How You Hear Music
Listening 101
1. Directionality – Where is that sound coming from? Where exactly is that hi-hat sitting in the mix? Is the band in front of me or all around me?
2. Delay/Roomspace – Am I in a large room, small room, outside? Was this music recorded in a large room or small room? Was the recording room rounded, square, long?
3. Quality/timbre of instruments – Is that an electric guitar? Do I like the tone of it? Do I like that keyboard patch? How about the singer’s voice?
4. Stereo soundstage – Do I hear 2 guitars doubling each other, or 1 guitar with a wide delay? Is the singer front and center, or is he singing 2 parts, 1 left, 1 right? How wide are the drums set in the mix?
5. Timing of musicians and recording – Do the various delays work together musically, or are they clashing and changing the feel of the song? Are the drummer and bass player locked in? Is the 2nd percussion player ahead, behind, or on the beat?
6. Quality of recording – Is this the best version of this song? Is the distortion in the track intentionally added by the artist or is it in the format?

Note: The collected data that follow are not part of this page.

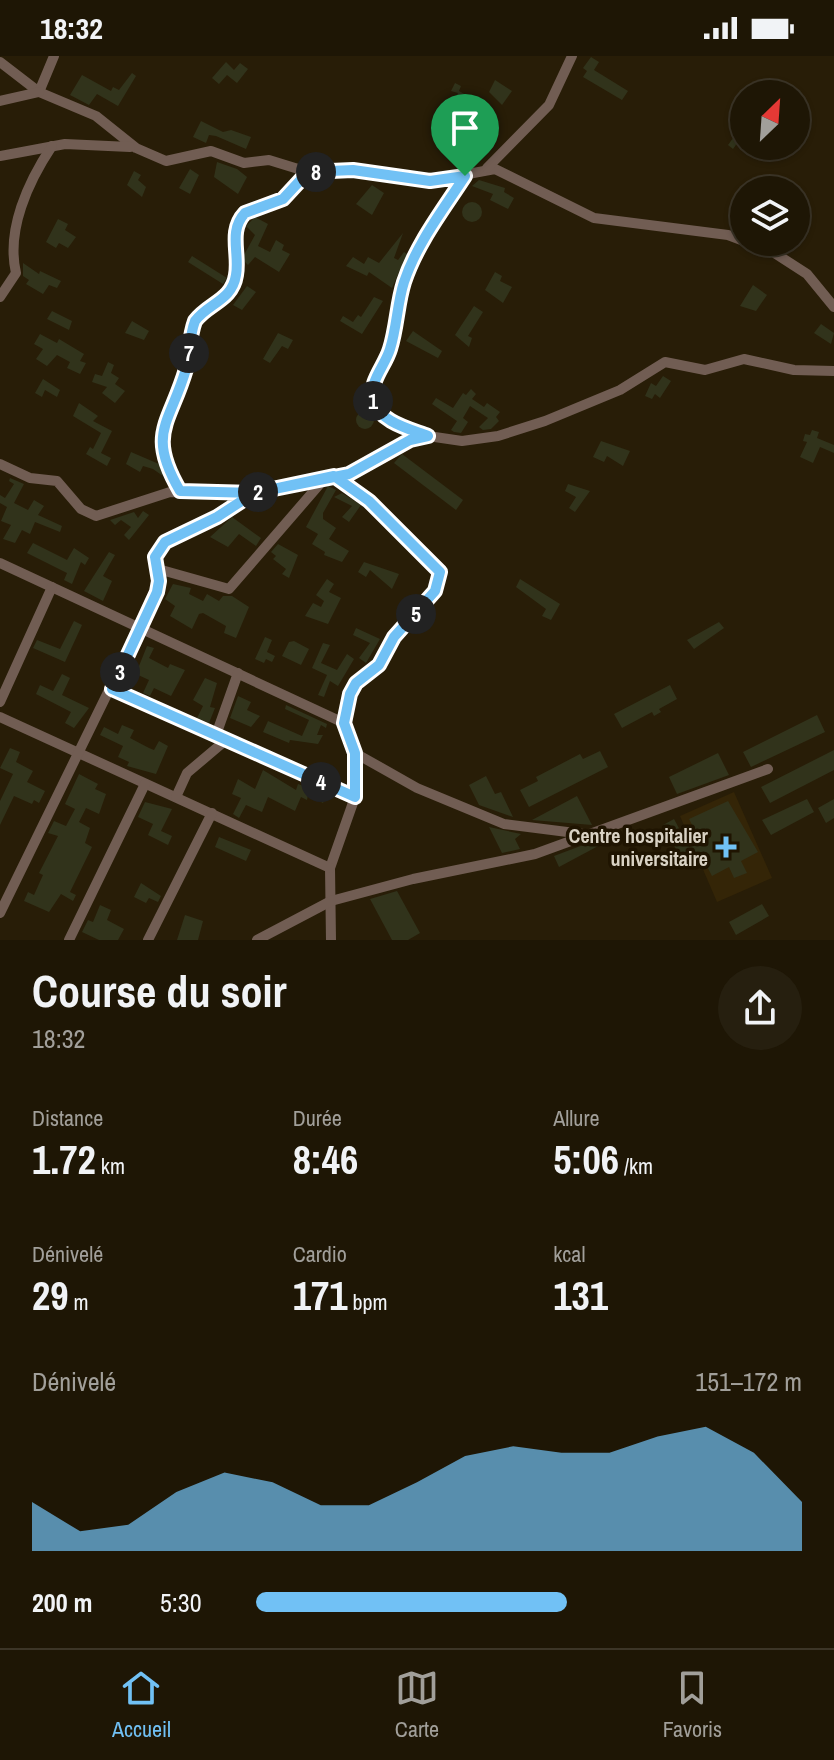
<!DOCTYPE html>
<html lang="fr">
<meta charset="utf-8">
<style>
:root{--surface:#1e1605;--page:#261f0f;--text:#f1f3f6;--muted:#a19f9a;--line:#3c3527;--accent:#71c1f5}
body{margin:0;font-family:"Archivo Narrow",sans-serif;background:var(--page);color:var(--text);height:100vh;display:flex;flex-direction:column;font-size:30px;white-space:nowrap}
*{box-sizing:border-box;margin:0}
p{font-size:26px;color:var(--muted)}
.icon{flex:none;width:44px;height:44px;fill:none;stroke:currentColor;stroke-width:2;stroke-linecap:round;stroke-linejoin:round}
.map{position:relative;height:884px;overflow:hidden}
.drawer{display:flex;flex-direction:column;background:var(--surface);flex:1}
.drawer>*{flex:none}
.needle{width:52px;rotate:25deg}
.fabs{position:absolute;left:730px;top:24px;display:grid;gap:16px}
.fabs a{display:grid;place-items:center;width:80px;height:80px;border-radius:50%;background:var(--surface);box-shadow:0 2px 6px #0004,0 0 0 2px var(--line);font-size:40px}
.pin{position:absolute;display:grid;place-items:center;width:68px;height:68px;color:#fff;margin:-82px -34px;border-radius:50% 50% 50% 0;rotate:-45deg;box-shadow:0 0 8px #0007}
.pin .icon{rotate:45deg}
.km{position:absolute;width:40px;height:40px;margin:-20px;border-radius:50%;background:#222;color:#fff;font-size:22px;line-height:40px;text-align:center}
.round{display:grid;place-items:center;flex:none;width:84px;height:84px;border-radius:42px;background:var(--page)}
.head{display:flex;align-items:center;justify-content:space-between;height:136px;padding:0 32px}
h1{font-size:44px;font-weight:700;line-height:60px}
.metrics{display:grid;grid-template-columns:repeat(3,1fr);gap:12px;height:136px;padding:8px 32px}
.metrics div{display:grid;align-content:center}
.metrics b{font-size:40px;font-weight:700}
.metrics small{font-size:22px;font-weight:400}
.metrics p{font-size:22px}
.chart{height:224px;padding:16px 32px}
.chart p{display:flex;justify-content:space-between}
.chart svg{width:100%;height:144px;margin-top:8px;fill:var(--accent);opacity:.7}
ul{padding:0 32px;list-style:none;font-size:26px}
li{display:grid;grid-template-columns:128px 96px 1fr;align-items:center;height:60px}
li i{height:20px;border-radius:10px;background:var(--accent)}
.status{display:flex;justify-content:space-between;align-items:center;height:56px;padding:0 40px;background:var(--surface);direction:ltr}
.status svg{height:22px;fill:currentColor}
.dock{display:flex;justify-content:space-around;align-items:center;height:112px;border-top:2px solid var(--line);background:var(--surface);font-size:22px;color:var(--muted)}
.dock a{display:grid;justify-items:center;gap:4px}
.dock .selected{color:var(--accent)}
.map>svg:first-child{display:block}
.built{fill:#342507}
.building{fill:#31331b}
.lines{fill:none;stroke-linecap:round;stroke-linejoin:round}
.street{stroke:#715d53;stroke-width:10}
.route-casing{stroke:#fff;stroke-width:16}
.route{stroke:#71c1f5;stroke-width:10}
.poi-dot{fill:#71c1f5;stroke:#1f1401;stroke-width:3}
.labels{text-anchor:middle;stroke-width:7;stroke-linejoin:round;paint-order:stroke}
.poi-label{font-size:20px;font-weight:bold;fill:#d9d2c4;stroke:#1f1401;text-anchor:end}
</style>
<div class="status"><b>18:32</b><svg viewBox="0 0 49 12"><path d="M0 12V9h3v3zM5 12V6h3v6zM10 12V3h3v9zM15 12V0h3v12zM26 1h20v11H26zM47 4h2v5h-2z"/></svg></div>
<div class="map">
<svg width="834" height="884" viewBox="0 0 834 884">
<rect width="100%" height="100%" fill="#281d07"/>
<!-- built -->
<path class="built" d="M734,736L772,822L717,846L680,760Z"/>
<!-- building -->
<g class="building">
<path d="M591,1L599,6L594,14L628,35L622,44L583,21L587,15L583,12Z"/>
<path d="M226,6L234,14L240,7L248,13L237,27L227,19L219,28L212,22Z"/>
<path d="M132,17L136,20L118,50L97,38L89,49L70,39L82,19L111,35L113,31L119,34Z"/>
<path d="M495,24L512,35L502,49L489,36Z"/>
<path d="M455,27L461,30L459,35L480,47L470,67L455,60L452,66L446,62L458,37L451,35Z"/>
<path d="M738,56L744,59V89L738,86L733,93L728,89L741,71L732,67Z"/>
<path d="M201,65L223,76L231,74L251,81L246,93L216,80L209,79L206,87L193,81Z"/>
<path d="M217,106L237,113L247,121L238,138L214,121Z"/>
<path d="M190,113L199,119L190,138L179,132Z"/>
<path d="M134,115L141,119L138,124L146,131L142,141L127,129Z"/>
<path d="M479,124L505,132L504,136L514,142L508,153L490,144L493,138L472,130Z"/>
<path d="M372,129L384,137L372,159L356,148Z"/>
<circle cx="472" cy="156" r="10"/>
<path d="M255,161L268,168L258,190L270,196L276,184L284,189L282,194L290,198L279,216L255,201L248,209L245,206L244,199L255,179L246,170Z"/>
<path d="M58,163L68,168L65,174L76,181L68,192L59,187L56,192L46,186Z"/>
<path d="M403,177L394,202L398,204L404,196L407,198L392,232L369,216L367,220L346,210L353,201L364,208L368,201L379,207Z"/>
<path d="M192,200L227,222L223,228L188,206Z"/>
<path d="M23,207L39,218L40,215L61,225L57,232L49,229L43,238L26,228L29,224L23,220Z"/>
<path d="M495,216L502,220L500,225L512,231L503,247L485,234Z"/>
<path d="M753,229L767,239L756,255L740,250Z"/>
<path d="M247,230L256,236L242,254L233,249Z"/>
<path d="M374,241L383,245L362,278L340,265L343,260L353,266L358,259L361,261Z"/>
<path d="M474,250L483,256L468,280L472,282L469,291L455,279Z"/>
<path d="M52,255L72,265L69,274L47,263Z"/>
<path d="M132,265L149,275L144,284L125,277Z"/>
<path d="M821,268L834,277L831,288L814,277Z"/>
<path d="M413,275L442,295L438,302L406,285Z"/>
<path d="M278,277L293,284L288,293L282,290L270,307L263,303Z"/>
<path d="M40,278L57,287L59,283L84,298L80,305L86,307L80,318L67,312L70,306L57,299L47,310L36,303L43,293L34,288Z"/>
<path d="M108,306L114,309L111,317L119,322L115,328L125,335L115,347L102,337L107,331L92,326L95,318L102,320Z"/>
<path d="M663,320L671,325L660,342L655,338L652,343L645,340L651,327L656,330Z"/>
<path d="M43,323L60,334L57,341L45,334L42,341L35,337Z"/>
<path d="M471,333L476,338L472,343L484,351L487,347L500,356L496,361L499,365L491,373L483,374L479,371L488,362L470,350L463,362L468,366L461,377L454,376L451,374L457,365L432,348L436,342L453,352L463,337L466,339Z"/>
<path d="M79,347L98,360L93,365L112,375L101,397L111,402L107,410L86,398L90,391L93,393L101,377L73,360Z"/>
<circle cx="365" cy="364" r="9"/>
<path d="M812,374L819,376L817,382L834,389V397L820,391L813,407L800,401L807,386L803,385L805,378L810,379Z"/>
<path d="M601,385L630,395L623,410L607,400L604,406L593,401Z"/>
<path d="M131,396L159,408L163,420L153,413L143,410L140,416L126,408Z"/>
<path d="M402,398L463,444L456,454L394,407Z"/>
<path d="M10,422L24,428L14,447L28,454L34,444L44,450L38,459L62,470L60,476L35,466L30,478L22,474L15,487L3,483L11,469L1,465L7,451L0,447V439L5,442L14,428L9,425Z"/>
<path d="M568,428L590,435L575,456L569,452L576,441L565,435Z"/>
<path d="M328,430L336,434L323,457V463L336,472L329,483L349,495L342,506L324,499L325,496L312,488L318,478L306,471Z"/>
<path d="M342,437L361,449L349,466L342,461L352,450L334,441Z"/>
<path d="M143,455L149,459L129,484L124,479L131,471L121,464L115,469L110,464L134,456L138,462Z"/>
<path d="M232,461L261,482L256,490L239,478L228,491L210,481Z"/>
<path d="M33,487L67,504L74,492L89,502L85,509L81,506L72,528L64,524L67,517L27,497Z"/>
<path d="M278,488L298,499L289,522L282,518L286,513L273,503L276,500L271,496Z"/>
<path d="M109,496L115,499L103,520L112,525L103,545L84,535Z"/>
<path d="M364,506L399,518L392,533L370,514L366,521L358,516Z"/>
<path d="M327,523L334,528L329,536L341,542L328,568L305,560L313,547L321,551L324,545L316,539Z"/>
<path d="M520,523L560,548L551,564L542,560L546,553L516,531Z"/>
<path d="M173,528L191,532L189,538L203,545L207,538L219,545L223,540H232L249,551L236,582L224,577L226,570L203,557L199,558L192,573L170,560L175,550L165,543Z"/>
<path d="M74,565L82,569L65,606L33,592L37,584L60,593Z"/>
<path d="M719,566L724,572L694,593L687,584Z"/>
<path d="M356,572L380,583L366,607L359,602L370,587L353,579Z"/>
<path d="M265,581L272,584L267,596L275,600L272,606L266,603L264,607L255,603Z"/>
<path d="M294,585L309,593L301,609L282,600L289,586Z"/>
<path d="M323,587L330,589L321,607L337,614L347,598L354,603L338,630L330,625L324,641L318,639L327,619L312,612Z"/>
<path d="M147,590L154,592L149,602L168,612L170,608L185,614L171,640L154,632L150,640L143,637L149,624L136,618L130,632L122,629L132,605L139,610Z"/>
<path d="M62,618L70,622L62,639L89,652L74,672L65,667L71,656L36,638L40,629L53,635Z"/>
<path d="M205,622L217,627L210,651L215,652L209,667L197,662L203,650L193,644Z"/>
<path d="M670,629L677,643L659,653L661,656L654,660L652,656L622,672L614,658Z"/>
<path d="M238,640L251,646L247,654L260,660L251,671L230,662Z"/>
<path d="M286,649L327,668L326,672L321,669L317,679H323L318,688L290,684L289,687L263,676L268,665L302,680L309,664L285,653Z"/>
<path d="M817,659L825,676L751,711L743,696Z"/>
<path d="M122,669L134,674L130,682L149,692L154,694L159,685L168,690L156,718L127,710L129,706L118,701L123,690L100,679L104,671L118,678Z"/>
<path d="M10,692L20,696L16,706L33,715L27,726L45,735L39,747L34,744L32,748L14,740L0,769V745L13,718L0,712Z"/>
<path d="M834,694V714L770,747L761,731Z"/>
<path d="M600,695L608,711L529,751L520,734L538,725L536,721L580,698L583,703Z"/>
<path d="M718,697L729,719L677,738L669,721Z"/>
<path d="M263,714L296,734L298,728L327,738L323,747L308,739L307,744L301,741L295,755L268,741L262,756L246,749L239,762L233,758L241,742L232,738L238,723L255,733Z"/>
<path d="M79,718L98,728L95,733L106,738L99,758L86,752L79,766L90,772L85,787L92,791L70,836L76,839L73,845L61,838L49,856L24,845L28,836L34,839L43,819L39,817L58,780L48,777L54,765L66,770L75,753L65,748Z"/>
<path d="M486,720L495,738L501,736L513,761L479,749L469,729Z"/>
<path d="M577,740L592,769L532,764Z"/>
<path d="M807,743L814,756L771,779L762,764Z"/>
<path d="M834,743V762L826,767L818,752Z"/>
<path d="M728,745L758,796L741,805L747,817L734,822L729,811L712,820L701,799L684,808L663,769L674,763L689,791L701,786L689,763Z"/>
<path d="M145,746L172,753L161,775L172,780L168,789L148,779L153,768L138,761Z"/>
<path d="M489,771L521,778L515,783L520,793L502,797Z"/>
<path d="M219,781L251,794L246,805L215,791Z"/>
<path d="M599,783L602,788L559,811L554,800Z"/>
<path d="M141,827L161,840L158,846L149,842L146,847L134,841Z"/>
<path d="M397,835L420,877L408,884H392L370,843Z"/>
<path d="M762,848L769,860L736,879L729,866Z"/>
<path d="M100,849L111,854L107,864L124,873L118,884H99L82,876L88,864L93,866Z"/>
<path d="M185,859L203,865L198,884H177Z"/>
</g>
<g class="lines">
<!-- street -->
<g class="street">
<path d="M0,6L39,36L96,60L136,92L166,105L211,95L244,107L269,104L308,116L353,114L430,125L495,113L594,162L728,179L773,196L807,218L834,251"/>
<path d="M39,36L54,0"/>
<path d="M0,45L39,36"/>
<path d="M0,100L65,88L130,91"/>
<path d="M487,112L549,49L572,0"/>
<path d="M0,241L16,217C6,174 28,126 52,90"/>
<path d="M427,380C410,373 384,367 375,349C365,329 385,311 390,292C397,271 397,248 404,226C417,187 443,154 465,120"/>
<path d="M0,408L30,422L57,425L81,453L96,460L170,436L254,437L349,418L395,391L428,380L462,385L498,380L545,365L620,334L665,306L705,314L744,303L794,314L834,315"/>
<path d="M334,420L369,445L440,516L430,541L394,581L379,609L356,627L350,638L344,667"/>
<path d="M180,435C146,377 170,368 186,313C190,297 189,280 195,265C208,247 231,245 236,221C240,202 227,176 243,160C253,149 271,151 283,143C293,137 301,125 308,116"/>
<path d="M0,507L344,667L355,697V741L330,812L331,884"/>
<path d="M158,513L229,533L325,422"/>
<path d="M112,633L355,741"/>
<path d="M0,646L52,531"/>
<path d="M0,661L330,812"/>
<path d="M216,679L238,617"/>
<path d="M355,697L417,732L504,768L583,778"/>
<path d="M176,741L187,717L226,684"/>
<path d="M0,857L157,536V496L171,483L217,461L254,437"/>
<path d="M69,884L145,728"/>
<path d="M148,884L212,757"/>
<path d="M257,884L331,845L413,823L535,798L768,713"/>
</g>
</g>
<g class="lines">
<!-- route casing -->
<g class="route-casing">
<path id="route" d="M465,120C443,154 417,187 404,226C397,248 397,271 390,293C385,310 369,325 373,344C379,366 410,373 428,380L410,384L349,418L254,437L217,461L165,486L155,501L159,525L157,536L112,633L355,741V697L344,667L350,638L356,627L379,609L394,581L435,535L440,516L369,445L334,420L254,437L180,435C146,377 170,368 186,313C190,297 189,281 195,265C208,247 232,245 236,219C240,198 228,175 245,157L283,143L308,116L353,114L430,125L465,120"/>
</g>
<!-- route -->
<use href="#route" class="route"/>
</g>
<!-- markers -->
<path class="poi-dot" d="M722 779h8v8h8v8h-8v8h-8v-8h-8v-8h8z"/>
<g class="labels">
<!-- poi labels -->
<g class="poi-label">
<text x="708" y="787">Centre hospitalier<tspan x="708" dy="23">universitaire</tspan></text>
</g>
</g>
</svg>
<div class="fabs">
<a><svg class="needle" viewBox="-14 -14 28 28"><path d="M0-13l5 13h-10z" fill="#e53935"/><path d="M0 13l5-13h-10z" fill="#a19f9a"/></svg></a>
<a><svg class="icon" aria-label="layers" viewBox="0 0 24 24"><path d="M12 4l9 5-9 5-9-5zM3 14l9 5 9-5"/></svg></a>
</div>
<div class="pin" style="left:465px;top:120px;background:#1e9e55"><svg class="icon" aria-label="arrive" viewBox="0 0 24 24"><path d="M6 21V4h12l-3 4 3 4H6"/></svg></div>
<b class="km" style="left:373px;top:345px">1</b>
<b class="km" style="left:258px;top:436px">2</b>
<b class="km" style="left:120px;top:616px">3</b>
<b class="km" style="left:321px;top:726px">4</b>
<b class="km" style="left:416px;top:558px">5</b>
<b class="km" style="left:189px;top:297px">7</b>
<b class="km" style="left:316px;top:116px">8</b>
</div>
<section class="drawer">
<div class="head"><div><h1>Course du soir</h1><p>18:32</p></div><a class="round"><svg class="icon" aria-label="share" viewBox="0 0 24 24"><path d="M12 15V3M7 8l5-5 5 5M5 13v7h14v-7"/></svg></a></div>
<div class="metrics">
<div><p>Distance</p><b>1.72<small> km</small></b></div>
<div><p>Durée</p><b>8:46</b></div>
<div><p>Allure</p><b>5:06<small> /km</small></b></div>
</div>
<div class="metrics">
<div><p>Dénivelé</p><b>29<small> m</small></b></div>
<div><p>Cardio</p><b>171<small> bpm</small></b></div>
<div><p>kcal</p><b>131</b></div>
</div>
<div class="chart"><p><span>Dénivelé</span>151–172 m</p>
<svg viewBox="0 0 160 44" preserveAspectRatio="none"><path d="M0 44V29L10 38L20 36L30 26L40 20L50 23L60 30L70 30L80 23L90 15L100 12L110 14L120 14L130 9L140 6L150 14L160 29V44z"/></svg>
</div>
<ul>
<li><b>200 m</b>5:30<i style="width:57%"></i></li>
</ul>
</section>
<nav class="dock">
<a class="selected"><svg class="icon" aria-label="home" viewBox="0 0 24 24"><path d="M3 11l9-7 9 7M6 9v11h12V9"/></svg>Accueil</a>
<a><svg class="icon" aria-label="map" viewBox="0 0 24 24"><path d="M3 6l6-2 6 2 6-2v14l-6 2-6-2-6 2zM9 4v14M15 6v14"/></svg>Carte</a>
<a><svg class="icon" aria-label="saved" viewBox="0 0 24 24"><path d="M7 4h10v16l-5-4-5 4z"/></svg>Favoris</a>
</nav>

7. Clarity and breadth of EQ – Are most of the pleasing frequencies present, and are the harsh, brittle frequencies diminished? Do the various instruments and voices blend and work with each other as layers, or do they cover each other?
8. Noise floor – Is there a hum or buzz in this recording? Is it from a bad recording, or a loud instrument, or something wrong in my system?
9. Phase – If things were recorded in phase you don’t notice it. If things are out of phase with each other, various comb filtering and aliasing artifacts appear in your music.
10. Digital loss/compression – Has this file been reduced from the original? Did they remove things they hope I can’t hear to make the file smaller? Are there compression artifacts in the mix.
There’s 10 things to listen to without even thinking about frequency range. 10 things most internet audio experts never take into account.
Becoming a better listener makes you a smarter consumer. It will drive you to enjoy your current collection again and find new music that moves you.
It will also hopefully drive you to push for higher quality. If you must stream, go 16/44 lossless. If you collect, get as much hi-res as possible and play it for as many people as you can.